Il avait la silhouette d’un grand monsieur Hulot, un air de gamin malicieux ; jusqu’au bout, et peut-être plus encore dans les derniers mois de sa vie, sa dégaine laissait paraître l’enfant qu’il avait été : un enfant émerveillé par les affaires du monde, des humains et de leurs sciences, des humains et de leurs techniques, des humains et de leurs fois, de toutes leurs formes de croyance. Je garde de lui une dernière image, l’été, il y a un an, alors qu’il luttait contre la maladie, arrivant dans ce recoin du Tarn-et-Garonne, à Nègrepelisse, où il s’assit avec des géologues, des juristes, des artistes, pour discuter et rire, et partager ce qui ressortait d’une tentative d’écoute de la rivière.

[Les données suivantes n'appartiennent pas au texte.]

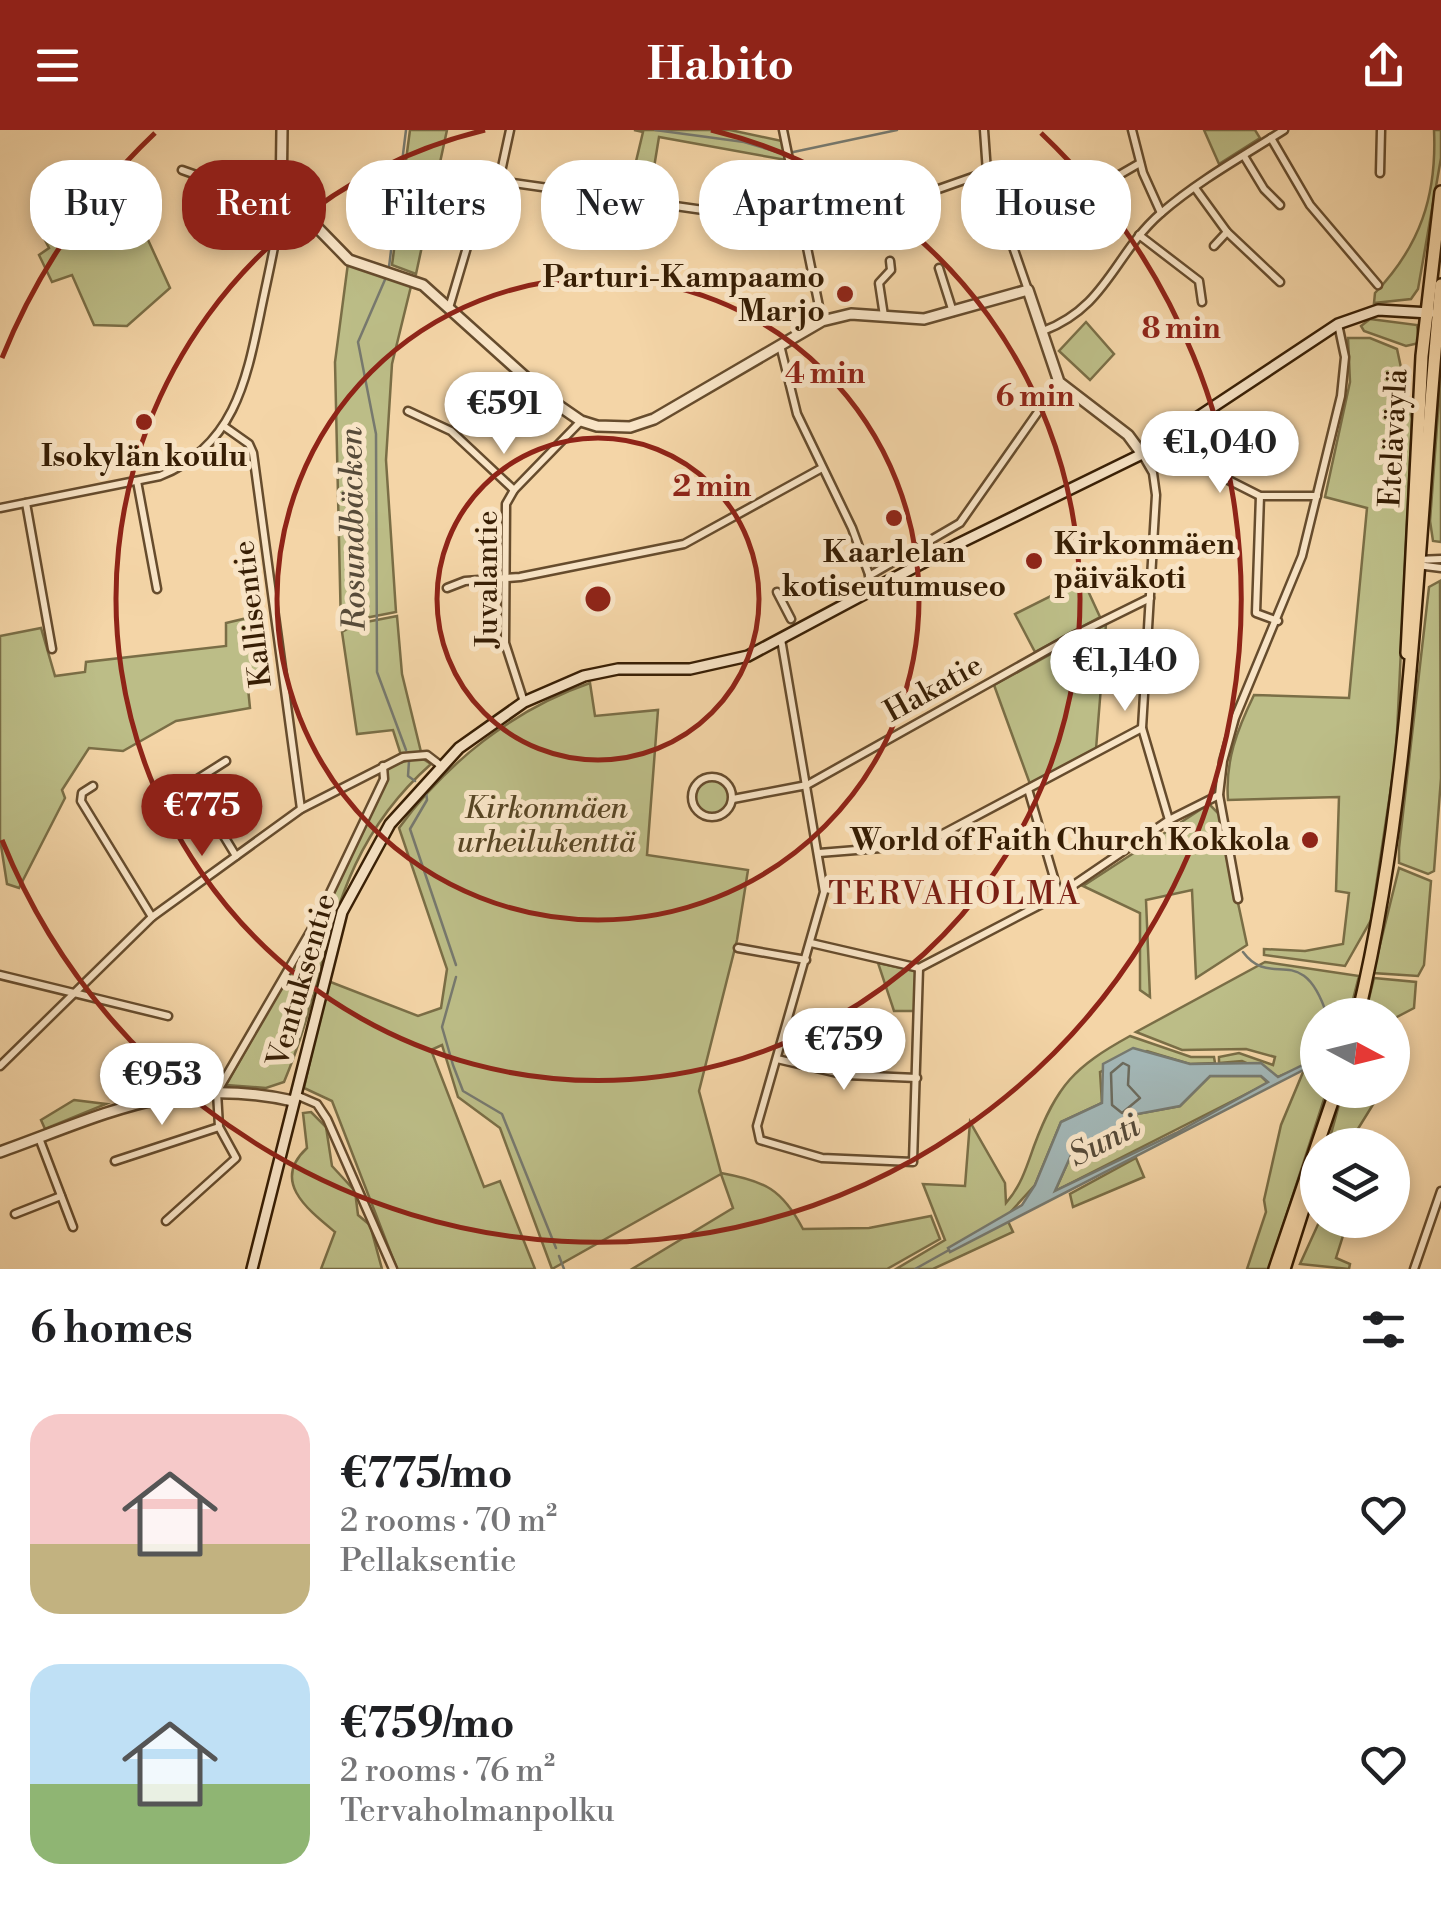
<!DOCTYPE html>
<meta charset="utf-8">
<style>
:root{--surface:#fff;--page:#f2f2f2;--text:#202124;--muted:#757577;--accent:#8f2418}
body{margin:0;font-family:"Libre Bodoni",serif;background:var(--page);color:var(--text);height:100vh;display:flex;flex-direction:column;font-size:38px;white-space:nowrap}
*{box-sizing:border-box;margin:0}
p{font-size:32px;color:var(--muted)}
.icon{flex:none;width:55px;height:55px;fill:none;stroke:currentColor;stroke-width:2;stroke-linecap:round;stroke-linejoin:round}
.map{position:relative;height:1139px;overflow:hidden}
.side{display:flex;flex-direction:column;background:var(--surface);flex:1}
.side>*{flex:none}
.hud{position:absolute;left:30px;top:30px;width:1382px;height:90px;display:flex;gap:20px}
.needle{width:65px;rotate:97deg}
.tools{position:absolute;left:1300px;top:868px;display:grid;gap:20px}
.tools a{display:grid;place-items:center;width:110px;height:110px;border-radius:50%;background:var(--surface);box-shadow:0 5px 15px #0003;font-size:50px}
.price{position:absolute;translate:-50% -85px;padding:0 22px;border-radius:35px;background:#fff;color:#222;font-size:32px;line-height:65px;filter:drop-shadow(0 2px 5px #0008)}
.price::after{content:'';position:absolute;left:50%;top:60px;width:30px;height:22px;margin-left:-15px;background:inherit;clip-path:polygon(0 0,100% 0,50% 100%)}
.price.selected{background:var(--accent);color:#fff}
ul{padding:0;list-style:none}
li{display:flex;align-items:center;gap:30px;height:250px;padding:0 30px}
li span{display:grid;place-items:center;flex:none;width:280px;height:200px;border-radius:30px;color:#555}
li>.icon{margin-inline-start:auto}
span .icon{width:120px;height:120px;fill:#fffc;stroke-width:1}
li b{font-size:42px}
h2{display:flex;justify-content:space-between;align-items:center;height:120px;padding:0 30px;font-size:42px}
.chip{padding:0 35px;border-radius:40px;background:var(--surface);box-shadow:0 5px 15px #0003;font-size:35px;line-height:90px}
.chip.selected{background:var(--accent);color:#fff}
header{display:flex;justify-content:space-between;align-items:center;height:130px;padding:0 30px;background:var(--accent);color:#fff;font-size:45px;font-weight:700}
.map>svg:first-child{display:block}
</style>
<header><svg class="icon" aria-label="menu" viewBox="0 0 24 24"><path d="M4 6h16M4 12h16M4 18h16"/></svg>Habito<svg class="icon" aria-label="share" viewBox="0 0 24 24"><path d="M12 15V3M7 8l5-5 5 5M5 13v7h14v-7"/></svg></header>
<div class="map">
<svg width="1441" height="1139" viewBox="0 0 1441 1139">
<rect width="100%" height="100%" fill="#f4d5a7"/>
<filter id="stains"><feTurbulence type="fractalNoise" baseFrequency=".002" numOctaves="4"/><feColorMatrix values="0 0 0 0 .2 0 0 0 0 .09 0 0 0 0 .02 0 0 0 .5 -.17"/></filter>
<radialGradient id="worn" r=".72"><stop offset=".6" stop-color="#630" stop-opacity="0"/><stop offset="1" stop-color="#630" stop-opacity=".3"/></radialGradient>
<g fill="#bcbd87" stroke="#7a6e46" stroke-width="2.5">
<polygon points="410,0 447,0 416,144 392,135"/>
<polygon points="634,0 730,0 782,11 786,30 659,7 649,68 628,65 643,2"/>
<polygon points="1204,0 1255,0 1260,8 1219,34"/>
<path d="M 1434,0 L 1441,0 L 1441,28 L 1418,159 L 1411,169 L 1374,173 L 1375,163 C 1420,116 1437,66 1434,0 Z"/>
<polygon points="92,50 115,83 144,101 170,158 127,196 94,195 72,145 52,152 39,125 49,118 44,108 54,102 41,67"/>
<polygon points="348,133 412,152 392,234 386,330 396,482 350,491 341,499 335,232"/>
<polygon points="1370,189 1417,195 1419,213 1406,216 1364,201 1361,196"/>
<polygon points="1086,192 1114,224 1090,250 1059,221"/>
<path d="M 1348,208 L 1370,208 L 1397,219 L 1412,289 L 1396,624 L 1371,790 L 1345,836 L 1264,825 L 1264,819 L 1305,821 L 1343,814 L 1349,763 L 1336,761 L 1339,667 L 1228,670 C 1225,631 1237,600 1254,565 L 1349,568 L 1367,378 L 1325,367 L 1350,252 Z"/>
<polygon points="1441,242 1441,412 1433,411 1430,391"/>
<polygon points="1083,450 1100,487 1035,522 1015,484"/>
<polygon points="1440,451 1441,648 1434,741 1428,744 1399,733 1399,718 1429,457"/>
<polygon points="264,484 273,551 248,558 250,578 176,591 123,621 89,618 62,660 65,668 19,758 7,754 0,709 0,506 41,498 55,546 85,542 86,532 226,516 226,493"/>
<polygon points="397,486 402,544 421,622 401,625 393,600 357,604 342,502 356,494"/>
<polygon points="1106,494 1096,619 1030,654 994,555"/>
<path d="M 590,553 L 595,586 L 658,580 L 647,725 L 748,740 L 737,810 L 699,961 L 721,1043 C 765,1051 782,1059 803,1099 L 869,1098 L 931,1086 L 940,1109 L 887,1139 L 632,1139 L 733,1078 L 721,1044 L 552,1139 L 500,998 L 458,967 L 442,915 L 431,920 L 484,1057 L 500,1051 L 535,1139 L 397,1139 L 332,971 L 304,958 L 328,851 L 418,886 L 441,878 L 447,839 L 399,698 C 446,633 514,579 590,553 Z"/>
<path d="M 420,627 L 431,634 C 324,729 334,834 284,952 L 266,958 L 226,955 L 319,791 L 376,671 L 385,637 Z"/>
<circle cx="712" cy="667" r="17"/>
<polygon points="1209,674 1219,684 1247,815 1196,848 1192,760 1146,770 1150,867 1140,860 1140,783 1083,756"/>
<polygon points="1399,738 1431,751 1424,835 1418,846 1373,843"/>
<polygon points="1265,832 1359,846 1349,885 1318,885 1318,960 1327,960 1269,1139 1247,1139 1266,1082 1264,1070 1281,995 1306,935 1278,947 1242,931 1219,933 1219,927 1239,923 1273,935 1275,927 1246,919 1182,920 1136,902"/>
<polygon points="878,833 916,841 915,881 894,881"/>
<polygon points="1374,848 1416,852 1414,878 1393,889 1392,885 1365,885"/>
<path d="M 1130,906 L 1191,927 L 1214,927 L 1215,933 L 1190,934 L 1147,921 L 1100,942 L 1102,973 L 1061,992 L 1035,1055 L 1006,1087 L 1013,1102 L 933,1139 L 896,1139 L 945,1110 L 923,1054 L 965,1056 L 970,992 L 1005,1053 L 1006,1073 C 1021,1056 1027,1036 1034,1016 C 1057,955 1074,937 1130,906 Z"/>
<polygon points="1210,946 1261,946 1268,953 1055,1061 1072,1023 1107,1021 1125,1011 1137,984 1180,976"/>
<polygon points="1343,960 1382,960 1348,1015 1328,1015"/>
<polygon points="74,970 106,974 45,999 41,990"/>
<path d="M 311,982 L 326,997 L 332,1036 L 355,1061 L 358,1085 L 370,1095 L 382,1139 L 321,1139 L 335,1102 C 307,1079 271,1051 307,1018 L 303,983 Z"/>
<polygon points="1136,1028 1144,1047 1073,1077 1070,1064"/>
<polygon points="1320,1090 1347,1093 1336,1128 1350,1134 1349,1139 1300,1134"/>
</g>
<path fill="#a2b5b4" stroke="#77796e" stroke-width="2.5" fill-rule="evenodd" d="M 1133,918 L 1190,934 L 1261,933 L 1278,947 L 1317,928 L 1317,933 L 950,1122 L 948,1118 L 1022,1075 L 1035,1055 L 1061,992 L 1102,973 L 1103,934 ZM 1210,946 L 1261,946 L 1268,952 L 1176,1003 L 1055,1061 L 1072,1023 L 1117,1019 L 1137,984 L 1180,976 Z"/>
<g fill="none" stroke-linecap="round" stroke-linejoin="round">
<polygon stroke="#6c6a5c" stroke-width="2.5" points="1123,933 1129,936 1128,955 1140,968 1122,983 1112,975 1111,943"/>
<g stroke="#77796e" stroke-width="2.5">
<polyline points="655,0 744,12 784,24 897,0"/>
<polyline points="389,137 406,0"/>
<polyline points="387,145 358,212 376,304 377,542 406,620"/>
<polyline points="409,631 408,646 415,651"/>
<polyline points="426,661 427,670 410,699 456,835"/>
<path d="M 1243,822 C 1272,861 1302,809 1327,885"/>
<polyline points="456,847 442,897 453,935 463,961 502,984 556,1118"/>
<polyline points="559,1126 564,1139"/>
<polyline points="915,1139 949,1120"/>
</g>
<g stroke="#664c2d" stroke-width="11">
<g id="minor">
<polyline points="783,0 822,191"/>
<polyline points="984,0 987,42 1028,160"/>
<polyline points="1132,0 1143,43 1161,83"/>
<polyline points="1271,8 1310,75 1378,155"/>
<polyline points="1244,26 1264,59 1280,75"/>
<polyline points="827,39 838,92"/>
<polyline points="1380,43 1381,0"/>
<polyline points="499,51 510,0"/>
<polyline points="1195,58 1227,102 1280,152"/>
<polyline points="1081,67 1140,33"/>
<polyline points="1139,105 1199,151 1202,172"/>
<polyline points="1214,116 1227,102"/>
<polyline points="939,138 953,182"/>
<polyline points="449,178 478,80 499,51 816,96 856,88 987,42"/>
<polyline points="884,186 879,153 891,140 890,131"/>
<path d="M 1043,201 C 1107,177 1114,124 1161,83 C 1198,51 1243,26 1284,0"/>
<polyline points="780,215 797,284 852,398 874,458"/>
<polyline points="408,281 451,301 514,360"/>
<polyline points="225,297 249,314 253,323 301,679"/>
<polyline points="1185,297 1183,327 1260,366 1317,366"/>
<polyline points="1142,324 1153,343 1156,365 1142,598 1169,690"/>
<polyline points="137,351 157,459"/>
<polyline points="1260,366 1256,483 1278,491"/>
<polyline points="26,373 52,519"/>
<path d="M 0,378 L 160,346 C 236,316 247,247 262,175 C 269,141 277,108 281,75 L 182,40"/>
<polyline points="1417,430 1441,429"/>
<polyline points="1417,435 1441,438"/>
<polyline points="869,446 960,393 1059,252"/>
<polyline points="447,458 465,451 520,447 684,414 822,338"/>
<polyline points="777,462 791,489"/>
<polyline points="781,509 824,762 757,996 760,1010 822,1028 913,1032 919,838"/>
<polyline points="524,572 505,513 506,374 514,360 581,291"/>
<polyline points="226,631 196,650 194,657 236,726"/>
<circle cx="712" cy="667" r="20"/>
<polyline points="93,656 82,663 81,671 152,787"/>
<polyline points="1028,659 1059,765"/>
<polyline points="733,669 807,655 1071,507 1150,468"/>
<polyline points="819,723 906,716 937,707 1142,598"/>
<polyline points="1238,769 1219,665 1223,631 1235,588 1302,426 1341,266 1345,227 1338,194"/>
<polyline points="811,813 919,838 1059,765 1169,690 1219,665"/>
<polyline points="738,818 806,830"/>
<polyline points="0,845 168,886"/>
<polyline points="777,929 846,945 917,948"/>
<polyline points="0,936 152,787 301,679 403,627 427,625 440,635"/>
<polyline points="296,965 317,974 327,989 393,1139"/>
<polyline points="39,1008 73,1097"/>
<polyline points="115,1031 219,997"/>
<polyline points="15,1084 61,1066"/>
<polyline points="166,1091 236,1028 219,997 217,962 317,790 384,649 383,636"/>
<polyline points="1414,1139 1441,1061"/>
</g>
</g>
<g stroke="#664c2d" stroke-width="14">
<g id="tertiary">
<polyline points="282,0 281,75 306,86 349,130 423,155 552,271 581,291 597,296 630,297 654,289 822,191 851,184 924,189 1028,160 1059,252 1128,305 1142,324"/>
<path d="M 0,1022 C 106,984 177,945 293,971"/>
</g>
</g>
<g stroke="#371e04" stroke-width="14">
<polyline id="secondary" points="252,1139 342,782 390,694 459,618 524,572 584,546 618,539 690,539 748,526 958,414 1142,324 1338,194 1378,180 1430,183"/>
</g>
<g stroke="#371e04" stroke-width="16">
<g id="trunk">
<polyline points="1407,523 1422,226 1441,62"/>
<path d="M 1358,885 C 1415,645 1417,399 1441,155"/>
<polyline points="1275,1139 1336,960"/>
<polyline points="1284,1139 1304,1076"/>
</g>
</g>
<use href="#minor" stroke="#f8e4c6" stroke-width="6"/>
<use href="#tertiary" stroke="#f8e4c6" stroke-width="9"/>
<use href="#secondary" stroke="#f8e4c6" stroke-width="9"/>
<use href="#trunk" stroke="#f4d5a7" stroke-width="11"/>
</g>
<g fill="none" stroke="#8f2418" stroke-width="5">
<circle cx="598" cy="469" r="161"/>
<circle cx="598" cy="469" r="321"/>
<path d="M711 0A482 482 0 1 1 485 0"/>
<path d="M2 228A643 643 0 0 1 155 3M1041 3A643 643 0 1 1 2 710"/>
</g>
<g fill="#8f2418" stroke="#f8e4c6" stroke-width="4">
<circle cx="845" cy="164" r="10"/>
<circle cx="144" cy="292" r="10"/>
<circle cx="894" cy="388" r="10"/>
<circle cx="1034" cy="431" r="10"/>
<circle cx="1310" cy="710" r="10"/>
</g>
<g text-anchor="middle" stroke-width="10" stroke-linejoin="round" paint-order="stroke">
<g font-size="30" font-weight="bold" fill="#371e04" stroke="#f8e4c6" text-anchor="end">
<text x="825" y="157">Parturi-Kampaamo<tspan x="825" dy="34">Marjo</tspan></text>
<text x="144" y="336" text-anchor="middle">Isokylän koulu</text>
<text x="1054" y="424" text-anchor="start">Kirkonmäen<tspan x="1054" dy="34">päiväkoti</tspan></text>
<text x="894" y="432" text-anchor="middle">Kaarlelan<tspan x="894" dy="34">kotiseutumuseo</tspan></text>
<text x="1290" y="720">World of Faith Church Kokkola</text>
</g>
<g font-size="30" fill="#371e04" stroke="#f8e4c6">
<text transform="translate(1393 308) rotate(-87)" y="10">Eteläväylä</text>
<text transform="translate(487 449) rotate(-90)" y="10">Juvalantie</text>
<text transform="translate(252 484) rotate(-97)" y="10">Kallisentie</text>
<text transform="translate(933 558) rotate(-29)" y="10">Hakatie</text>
<text transform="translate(301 850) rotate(-74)" y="10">Ventuksentie</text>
</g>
<g font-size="30" font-style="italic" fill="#584625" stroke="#f8e4c6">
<text x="546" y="688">Kirkonmäen<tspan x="546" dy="34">urheilukenttä</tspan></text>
</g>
<g font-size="32" font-style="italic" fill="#574b39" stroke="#f8e4c6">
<text transform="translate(352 399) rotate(-91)" y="11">Rosundbäcken</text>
<text transform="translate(1104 1010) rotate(-27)" y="11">Sunti</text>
</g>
<g font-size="32" letter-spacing="2.5" fill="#7a1f14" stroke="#f8e4c6">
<text x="955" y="774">TERVAHOLMA</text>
</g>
</g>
<circle cx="598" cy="469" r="15" fill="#8f2418" stroke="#f8e4c6" stroke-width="5"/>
<g font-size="30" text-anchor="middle" font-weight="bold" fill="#8f2418" stroke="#f8e4c6" stroke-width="10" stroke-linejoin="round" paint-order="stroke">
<text x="1181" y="208">8 min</text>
<text x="825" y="253">4 min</text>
<text x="1035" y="276">6 min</text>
<text x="712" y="366">2 min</text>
</g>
<rect width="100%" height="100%" filter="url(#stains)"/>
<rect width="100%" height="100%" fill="url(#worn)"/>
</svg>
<div class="tools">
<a><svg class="needle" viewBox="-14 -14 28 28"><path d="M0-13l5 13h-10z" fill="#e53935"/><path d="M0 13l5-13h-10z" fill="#757577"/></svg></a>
<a><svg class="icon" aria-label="layers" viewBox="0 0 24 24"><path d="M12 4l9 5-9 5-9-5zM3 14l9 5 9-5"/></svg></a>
</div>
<b class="price" style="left:504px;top:327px">€591</b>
<b class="price" style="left:1220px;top:366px">€1,040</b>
<b class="price" style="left:1125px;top:584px">€1,140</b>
<b class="price selected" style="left:202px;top:729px">€775</b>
<b class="price" style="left:844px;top:963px">€759</b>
<b class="price" style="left:162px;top:998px">€953</b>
<div class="hud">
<a class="chip">Buy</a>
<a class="chip selected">Rent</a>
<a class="chip">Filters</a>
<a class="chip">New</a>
<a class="chip">Apartment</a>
<a class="chip">House</a>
</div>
</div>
<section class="side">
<h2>6 homes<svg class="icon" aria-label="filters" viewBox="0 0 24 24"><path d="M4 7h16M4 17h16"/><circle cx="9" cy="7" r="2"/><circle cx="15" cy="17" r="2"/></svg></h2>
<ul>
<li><span style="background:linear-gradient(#f6c9c9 65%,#c2b280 0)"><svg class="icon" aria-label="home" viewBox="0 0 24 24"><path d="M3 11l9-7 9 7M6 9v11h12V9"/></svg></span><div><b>€775/mo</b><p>2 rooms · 70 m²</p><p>Pellaksentie</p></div><svg class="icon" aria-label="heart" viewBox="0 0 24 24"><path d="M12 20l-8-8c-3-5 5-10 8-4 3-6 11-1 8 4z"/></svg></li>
<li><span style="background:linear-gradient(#bfe0f5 60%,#8fb573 0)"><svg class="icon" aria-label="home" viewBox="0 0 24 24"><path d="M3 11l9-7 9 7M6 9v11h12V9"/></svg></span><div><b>€759/mo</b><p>2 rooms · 76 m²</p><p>Tervaholmanpolku</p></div><svg class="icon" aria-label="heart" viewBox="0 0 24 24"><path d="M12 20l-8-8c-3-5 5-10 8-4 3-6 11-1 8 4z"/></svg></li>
</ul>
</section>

Les articles évoquant sa disparition en témoignent, sa pensée continuera d’inspirer le présent, de relancer l’avenir. Il y aura des milliers de publications pour faire le tour de ce qu’il nous laisse. Des têtes savantes, de tous les coins des sciences, évoqueront ce qu’il a su voir, détourer, approcher. Mais j’espère aussi que de nombreux textes parleront de sa joie ; la joie de penser, jusqu’au bout, cette joie qu’il transmettait à celles et ceux qu’il rassemblait pour travailler avec lui ; celles et ceux dont j’entends encore les voix amies, l’appelant simplement Bruno. « Bruno va arriver. Comment va Bruno ? »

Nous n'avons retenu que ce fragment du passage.